=== Begin Enclosure ===

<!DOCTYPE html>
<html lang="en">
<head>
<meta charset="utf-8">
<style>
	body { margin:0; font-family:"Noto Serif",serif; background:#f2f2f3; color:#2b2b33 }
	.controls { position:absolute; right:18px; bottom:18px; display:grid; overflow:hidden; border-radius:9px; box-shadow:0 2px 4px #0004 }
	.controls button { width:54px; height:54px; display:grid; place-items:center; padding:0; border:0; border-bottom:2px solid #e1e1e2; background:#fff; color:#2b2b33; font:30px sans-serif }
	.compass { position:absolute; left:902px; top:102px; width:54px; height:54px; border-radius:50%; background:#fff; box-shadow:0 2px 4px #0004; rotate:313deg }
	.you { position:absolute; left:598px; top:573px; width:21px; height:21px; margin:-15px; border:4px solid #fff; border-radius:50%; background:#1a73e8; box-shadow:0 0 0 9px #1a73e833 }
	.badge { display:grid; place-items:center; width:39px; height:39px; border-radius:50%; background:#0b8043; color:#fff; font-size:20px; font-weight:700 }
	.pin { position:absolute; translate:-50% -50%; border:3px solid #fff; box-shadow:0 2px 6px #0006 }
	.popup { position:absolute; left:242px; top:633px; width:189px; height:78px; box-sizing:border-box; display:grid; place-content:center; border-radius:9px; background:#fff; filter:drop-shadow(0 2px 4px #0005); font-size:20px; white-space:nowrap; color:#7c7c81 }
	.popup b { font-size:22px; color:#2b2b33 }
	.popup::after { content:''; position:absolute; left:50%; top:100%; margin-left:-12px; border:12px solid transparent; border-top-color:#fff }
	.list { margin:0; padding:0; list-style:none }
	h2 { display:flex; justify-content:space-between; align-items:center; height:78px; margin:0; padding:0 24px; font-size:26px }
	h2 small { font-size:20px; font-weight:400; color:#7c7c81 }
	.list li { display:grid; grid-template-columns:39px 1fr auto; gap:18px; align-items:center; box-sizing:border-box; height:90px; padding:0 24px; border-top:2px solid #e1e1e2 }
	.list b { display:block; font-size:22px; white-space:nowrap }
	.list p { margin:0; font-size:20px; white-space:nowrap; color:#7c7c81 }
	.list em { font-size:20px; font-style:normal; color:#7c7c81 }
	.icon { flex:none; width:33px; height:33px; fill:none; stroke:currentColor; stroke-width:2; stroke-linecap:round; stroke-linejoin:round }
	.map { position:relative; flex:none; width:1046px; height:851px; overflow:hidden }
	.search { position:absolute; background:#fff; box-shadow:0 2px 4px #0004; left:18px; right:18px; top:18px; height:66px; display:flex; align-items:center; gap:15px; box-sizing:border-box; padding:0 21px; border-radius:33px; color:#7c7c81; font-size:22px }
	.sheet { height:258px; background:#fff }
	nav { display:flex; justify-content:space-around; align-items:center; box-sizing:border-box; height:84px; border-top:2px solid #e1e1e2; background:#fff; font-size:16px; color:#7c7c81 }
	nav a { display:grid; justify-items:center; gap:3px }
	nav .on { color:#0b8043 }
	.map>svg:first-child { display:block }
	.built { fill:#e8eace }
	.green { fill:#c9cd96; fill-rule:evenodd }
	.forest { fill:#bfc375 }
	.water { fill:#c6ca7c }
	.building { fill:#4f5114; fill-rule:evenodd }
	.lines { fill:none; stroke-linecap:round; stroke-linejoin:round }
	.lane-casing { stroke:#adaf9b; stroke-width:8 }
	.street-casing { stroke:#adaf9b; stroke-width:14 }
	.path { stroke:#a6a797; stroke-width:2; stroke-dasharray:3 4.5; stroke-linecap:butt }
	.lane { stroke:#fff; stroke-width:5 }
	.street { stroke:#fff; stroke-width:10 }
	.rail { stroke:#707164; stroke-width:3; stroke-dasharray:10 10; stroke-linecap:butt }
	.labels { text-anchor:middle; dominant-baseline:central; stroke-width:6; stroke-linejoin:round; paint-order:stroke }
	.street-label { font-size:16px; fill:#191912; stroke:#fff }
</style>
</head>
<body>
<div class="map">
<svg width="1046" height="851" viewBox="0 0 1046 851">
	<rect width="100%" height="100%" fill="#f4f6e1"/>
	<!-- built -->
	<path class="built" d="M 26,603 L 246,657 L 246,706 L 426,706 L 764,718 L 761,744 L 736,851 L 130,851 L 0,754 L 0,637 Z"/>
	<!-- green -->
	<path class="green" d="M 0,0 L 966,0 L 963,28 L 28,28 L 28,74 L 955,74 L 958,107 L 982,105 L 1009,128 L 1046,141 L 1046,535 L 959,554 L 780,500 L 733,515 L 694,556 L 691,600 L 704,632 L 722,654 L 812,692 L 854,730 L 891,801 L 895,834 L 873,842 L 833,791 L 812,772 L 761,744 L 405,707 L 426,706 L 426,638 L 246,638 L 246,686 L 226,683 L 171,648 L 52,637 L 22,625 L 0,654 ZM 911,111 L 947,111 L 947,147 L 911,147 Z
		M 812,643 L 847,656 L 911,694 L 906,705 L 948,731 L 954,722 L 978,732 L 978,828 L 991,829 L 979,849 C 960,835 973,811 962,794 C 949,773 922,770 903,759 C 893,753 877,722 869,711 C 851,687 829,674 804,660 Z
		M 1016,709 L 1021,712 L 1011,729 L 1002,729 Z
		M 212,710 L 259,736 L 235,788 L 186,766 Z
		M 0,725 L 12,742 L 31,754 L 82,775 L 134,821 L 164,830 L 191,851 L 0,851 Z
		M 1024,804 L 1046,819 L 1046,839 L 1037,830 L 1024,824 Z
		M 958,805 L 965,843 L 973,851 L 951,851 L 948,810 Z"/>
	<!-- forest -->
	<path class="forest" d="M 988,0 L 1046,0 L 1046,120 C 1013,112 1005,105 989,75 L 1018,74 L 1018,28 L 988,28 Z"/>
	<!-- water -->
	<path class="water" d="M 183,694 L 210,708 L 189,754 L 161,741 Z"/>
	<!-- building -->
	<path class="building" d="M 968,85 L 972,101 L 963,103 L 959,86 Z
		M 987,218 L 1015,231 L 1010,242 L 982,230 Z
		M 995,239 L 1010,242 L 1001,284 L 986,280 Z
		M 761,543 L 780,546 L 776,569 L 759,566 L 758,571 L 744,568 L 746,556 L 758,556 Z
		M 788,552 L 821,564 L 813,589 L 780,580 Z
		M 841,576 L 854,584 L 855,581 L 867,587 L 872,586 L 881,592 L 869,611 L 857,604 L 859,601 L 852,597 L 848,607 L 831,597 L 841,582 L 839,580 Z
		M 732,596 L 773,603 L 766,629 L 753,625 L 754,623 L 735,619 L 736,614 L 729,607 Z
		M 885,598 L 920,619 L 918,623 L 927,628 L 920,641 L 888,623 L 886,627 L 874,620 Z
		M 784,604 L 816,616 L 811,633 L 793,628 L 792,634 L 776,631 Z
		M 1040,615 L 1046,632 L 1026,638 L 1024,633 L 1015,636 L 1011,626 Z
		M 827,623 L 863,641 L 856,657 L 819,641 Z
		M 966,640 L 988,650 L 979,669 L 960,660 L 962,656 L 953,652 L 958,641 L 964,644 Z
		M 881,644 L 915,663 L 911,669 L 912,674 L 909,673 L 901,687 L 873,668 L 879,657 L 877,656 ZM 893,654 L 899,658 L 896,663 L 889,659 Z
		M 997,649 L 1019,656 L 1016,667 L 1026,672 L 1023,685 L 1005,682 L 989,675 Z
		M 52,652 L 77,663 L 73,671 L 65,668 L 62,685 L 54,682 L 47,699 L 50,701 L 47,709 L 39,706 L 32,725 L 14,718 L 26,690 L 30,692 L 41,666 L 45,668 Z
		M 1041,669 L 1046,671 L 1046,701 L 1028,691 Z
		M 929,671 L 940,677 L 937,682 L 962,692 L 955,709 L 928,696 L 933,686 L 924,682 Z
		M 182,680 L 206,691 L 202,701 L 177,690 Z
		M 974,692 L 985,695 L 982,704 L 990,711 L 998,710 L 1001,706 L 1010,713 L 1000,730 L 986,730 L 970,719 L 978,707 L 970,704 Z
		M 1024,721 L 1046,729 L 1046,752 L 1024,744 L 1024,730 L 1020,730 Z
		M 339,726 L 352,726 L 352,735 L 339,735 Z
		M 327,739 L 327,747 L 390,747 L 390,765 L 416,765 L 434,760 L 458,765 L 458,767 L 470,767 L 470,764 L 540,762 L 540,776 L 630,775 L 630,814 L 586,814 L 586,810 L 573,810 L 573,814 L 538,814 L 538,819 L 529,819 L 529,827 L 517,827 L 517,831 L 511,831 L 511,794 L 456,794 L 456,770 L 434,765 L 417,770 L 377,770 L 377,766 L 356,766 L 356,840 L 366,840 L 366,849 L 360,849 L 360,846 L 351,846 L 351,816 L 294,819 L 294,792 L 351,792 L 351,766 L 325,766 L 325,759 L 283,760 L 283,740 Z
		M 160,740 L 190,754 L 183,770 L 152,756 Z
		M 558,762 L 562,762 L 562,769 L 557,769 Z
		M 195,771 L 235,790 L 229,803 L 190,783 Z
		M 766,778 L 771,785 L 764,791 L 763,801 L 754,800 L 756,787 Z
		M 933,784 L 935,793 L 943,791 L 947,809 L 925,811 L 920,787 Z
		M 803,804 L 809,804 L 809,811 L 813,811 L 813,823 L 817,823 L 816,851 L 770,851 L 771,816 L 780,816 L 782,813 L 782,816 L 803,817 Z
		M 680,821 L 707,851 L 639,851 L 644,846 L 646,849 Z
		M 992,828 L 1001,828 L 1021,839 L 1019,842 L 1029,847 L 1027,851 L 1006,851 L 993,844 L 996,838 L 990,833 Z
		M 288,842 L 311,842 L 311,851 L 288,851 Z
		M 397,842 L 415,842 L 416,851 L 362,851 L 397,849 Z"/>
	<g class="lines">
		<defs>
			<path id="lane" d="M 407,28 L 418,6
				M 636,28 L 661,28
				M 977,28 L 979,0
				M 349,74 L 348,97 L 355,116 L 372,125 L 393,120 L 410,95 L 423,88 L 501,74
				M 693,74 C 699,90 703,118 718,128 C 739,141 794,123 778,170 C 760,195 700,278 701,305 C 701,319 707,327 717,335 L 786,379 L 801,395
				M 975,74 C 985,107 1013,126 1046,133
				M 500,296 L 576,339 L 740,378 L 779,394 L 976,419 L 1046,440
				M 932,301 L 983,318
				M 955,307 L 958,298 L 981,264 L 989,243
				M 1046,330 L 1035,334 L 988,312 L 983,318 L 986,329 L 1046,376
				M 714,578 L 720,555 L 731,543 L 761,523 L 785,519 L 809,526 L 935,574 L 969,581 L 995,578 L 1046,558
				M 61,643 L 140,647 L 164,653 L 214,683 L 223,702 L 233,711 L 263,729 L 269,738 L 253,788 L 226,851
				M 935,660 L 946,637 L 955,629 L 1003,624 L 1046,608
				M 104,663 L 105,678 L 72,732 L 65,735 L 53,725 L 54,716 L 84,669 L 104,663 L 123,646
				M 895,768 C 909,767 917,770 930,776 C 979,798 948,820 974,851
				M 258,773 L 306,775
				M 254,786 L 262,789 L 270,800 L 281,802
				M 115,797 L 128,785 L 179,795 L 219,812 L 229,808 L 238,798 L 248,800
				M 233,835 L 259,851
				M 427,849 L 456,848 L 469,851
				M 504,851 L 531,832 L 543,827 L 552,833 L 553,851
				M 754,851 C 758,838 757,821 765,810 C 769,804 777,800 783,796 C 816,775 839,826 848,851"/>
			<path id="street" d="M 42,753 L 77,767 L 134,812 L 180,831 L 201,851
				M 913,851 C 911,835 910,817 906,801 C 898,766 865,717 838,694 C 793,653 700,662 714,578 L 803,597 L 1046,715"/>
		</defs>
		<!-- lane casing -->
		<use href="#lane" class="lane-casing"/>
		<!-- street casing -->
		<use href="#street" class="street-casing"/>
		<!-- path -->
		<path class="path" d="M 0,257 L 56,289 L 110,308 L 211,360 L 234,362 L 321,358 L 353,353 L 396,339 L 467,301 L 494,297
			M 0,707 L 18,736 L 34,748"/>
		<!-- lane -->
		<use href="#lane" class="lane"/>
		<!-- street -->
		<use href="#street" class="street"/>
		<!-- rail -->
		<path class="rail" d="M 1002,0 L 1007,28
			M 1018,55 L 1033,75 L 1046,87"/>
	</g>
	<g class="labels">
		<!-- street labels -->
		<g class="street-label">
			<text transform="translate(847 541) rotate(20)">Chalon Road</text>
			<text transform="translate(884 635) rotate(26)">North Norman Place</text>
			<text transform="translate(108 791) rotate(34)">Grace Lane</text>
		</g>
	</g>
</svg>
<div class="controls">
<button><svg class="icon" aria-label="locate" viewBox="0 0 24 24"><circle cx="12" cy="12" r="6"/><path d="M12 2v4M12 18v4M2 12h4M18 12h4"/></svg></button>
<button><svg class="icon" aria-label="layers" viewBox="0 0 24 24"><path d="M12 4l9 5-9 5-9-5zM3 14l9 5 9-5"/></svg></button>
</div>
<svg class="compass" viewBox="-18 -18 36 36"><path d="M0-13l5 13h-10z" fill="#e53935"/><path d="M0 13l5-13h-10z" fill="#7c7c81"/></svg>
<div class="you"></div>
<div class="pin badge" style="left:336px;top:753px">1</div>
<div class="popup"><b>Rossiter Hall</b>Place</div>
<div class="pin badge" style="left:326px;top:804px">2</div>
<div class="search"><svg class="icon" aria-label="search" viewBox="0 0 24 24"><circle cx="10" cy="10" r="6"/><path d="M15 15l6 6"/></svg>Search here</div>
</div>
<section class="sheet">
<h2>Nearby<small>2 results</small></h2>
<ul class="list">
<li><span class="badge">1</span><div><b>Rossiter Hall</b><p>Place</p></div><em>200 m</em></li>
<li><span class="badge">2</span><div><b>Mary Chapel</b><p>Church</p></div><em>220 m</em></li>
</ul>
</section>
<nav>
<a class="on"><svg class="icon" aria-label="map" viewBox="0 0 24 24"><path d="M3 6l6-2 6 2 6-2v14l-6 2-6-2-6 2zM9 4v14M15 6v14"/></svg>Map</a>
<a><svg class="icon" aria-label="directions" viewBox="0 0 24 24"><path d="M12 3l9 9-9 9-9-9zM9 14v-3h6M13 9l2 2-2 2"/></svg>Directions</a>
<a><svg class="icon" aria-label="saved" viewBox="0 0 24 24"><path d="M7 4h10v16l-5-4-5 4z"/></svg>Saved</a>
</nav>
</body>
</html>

=== End Enclosure ===

### What is required
Lines from the entries that contain the string "bottom" must be found and copied.

### Reply
	.controls { position:absolute; right:18px; bottom:18px; display:grid; overflow:hidden; border-radius:9px; box-shadow:0 2px 4px #0004 }
	.controls button { width:54px; height:54px; display:grid; place-items:center; padding:0; border:0; border-bottom:2px solid #e1e1e2; background:#fff; color:#2b2b33; font:30px sans-serif }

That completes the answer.